Cooking new dishes for your kid is easier than you think. Try our new recipe - almond chicken goujons with pea hummus. We can assure that your kid will be amazed!
Makes: 20 goujons
Time: 30 minutes
Age: 12+ months
Ingredients:
300g chicken breasts
100g canned peas in water, drained
1 large egg
3 Tbsp ground almond
3 Tbsp Panko breadcrumbs
3 Tbsp fresh parsley
2 Tbsp plain flour
1 Tbsp canned chickpeas in water, drained
1 Tbsp extra virgin olive oil
2 tsp tahini
1 tsp freshly squeezed lemon juice
Instructions:
- Preheat the oven to 200C and line a baking tray with aluminium foil.
- Cut the chicken breasts into goujons of the same size.
- Finely chop the parsley and add it to a plate with the ground almonds and breadcrumbs. Mix well to combine.

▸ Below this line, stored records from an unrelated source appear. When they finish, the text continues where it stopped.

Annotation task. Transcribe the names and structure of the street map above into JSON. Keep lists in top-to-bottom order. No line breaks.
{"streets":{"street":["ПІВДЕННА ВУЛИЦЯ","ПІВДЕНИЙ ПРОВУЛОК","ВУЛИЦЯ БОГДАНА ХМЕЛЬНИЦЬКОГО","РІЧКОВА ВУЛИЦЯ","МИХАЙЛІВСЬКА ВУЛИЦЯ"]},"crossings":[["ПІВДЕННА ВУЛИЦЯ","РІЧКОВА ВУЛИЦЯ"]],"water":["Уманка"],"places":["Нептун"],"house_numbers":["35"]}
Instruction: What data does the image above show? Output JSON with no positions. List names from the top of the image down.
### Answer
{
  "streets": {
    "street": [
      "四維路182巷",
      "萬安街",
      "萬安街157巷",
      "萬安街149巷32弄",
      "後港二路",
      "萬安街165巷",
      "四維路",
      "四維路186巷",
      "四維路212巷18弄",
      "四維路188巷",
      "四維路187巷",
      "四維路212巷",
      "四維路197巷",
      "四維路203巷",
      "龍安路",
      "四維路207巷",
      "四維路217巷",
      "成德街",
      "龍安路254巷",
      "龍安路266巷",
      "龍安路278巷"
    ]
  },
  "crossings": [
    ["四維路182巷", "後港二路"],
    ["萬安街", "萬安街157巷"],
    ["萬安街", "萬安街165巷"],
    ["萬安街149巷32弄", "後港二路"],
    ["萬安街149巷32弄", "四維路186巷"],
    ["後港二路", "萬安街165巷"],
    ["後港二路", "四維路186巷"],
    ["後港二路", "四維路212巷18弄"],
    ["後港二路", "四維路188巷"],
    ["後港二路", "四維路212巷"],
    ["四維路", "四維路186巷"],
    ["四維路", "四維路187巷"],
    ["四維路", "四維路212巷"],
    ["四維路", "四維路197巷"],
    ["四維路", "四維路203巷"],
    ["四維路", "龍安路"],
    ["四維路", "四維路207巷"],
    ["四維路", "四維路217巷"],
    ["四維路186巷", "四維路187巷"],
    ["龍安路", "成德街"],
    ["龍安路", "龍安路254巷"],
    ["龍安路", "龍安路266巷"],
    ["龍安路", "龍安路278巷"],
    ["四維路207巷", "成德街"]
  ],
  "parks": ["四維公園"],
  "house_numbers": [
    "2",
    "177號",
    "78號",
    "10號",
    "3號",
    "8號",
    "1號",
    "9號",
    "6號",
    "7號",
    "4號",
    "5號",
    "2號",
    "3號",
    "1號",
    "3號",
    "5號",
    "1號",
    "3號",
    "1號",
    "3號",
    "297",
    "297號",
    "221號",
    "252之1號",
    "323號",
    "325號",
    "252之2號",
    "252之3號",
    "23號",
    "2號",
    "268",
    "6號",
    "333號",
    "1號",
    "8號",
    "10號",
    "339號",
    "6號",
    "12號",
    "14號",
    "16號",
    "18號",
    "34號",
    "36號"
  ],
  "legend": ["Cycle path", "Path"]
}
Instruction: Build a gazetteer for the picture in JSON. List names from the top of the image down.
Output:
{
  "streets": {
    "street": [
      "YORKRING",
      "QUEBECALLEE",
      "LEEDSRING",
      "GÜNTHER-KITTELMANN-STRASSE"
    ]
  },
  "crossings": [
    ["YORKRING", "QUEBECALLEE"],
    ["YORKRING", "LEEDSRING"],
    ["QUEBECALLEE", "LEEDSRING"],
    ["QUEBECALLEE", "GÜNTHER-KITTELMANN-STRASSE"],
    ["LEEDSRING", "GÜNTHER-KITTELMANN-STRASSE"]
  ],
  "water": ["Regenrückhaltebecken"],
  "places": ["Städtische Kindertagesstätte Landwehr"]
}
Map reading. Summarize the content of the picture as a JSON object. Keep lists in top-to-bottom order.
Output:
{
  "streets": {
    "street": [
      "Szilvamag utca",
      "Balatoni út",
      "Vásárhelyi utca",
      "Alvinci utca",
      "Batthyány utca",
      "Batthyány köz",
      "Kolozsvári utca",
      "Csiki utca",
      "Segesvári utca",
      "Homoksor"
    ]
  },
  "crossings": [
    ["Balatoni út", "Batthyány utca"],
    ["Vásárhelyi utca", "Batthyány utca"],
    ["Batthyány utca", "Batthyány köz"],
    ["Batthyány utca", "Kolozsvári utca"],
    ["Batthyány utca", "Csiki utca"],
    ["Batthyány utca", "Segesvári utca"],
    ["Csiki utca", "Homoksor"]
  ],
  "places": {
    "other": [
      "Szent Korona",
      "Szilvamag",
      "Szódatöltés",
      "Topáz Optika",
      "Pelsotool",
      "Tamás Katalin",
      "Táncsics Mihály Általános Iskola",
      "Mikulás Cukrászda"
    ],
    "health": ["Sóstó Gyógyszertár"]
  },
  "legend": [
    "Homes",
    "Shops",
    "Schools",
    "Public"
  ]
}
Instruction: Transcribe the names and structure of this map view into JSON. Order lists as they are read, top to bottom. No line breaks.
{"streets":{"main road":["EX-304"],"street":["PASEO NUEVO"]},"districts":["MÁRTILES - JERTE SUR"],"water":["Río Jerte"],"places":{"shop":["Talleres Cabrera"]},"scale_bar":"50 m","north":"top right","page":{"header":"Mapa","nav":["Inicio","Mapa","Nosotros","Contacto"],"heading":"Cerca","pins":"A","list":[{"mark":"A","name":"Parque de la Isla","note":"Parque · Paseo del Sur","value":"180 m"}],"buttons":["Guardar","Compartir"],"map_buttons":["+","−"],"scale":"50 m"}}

- Beat the egg in a shallow bowl and put the flour on another plate.
- Coat each goujon in the flour, then dip in the egg and then cover with the almond breadcrumbs. Place on the baking tray.
- Bake at 200C for 15-20 minutes until golden and crispy.
- Meanwhile, put the peas, chickpeas, tahini, oil and lemon juice in a blender and blitz until smooth and creamy.
- You can freeze uncooked leftovers goujons for up to 3 months. Bake from frozen at 200C for 20-35 minutes or until thoroughly cooked and golden.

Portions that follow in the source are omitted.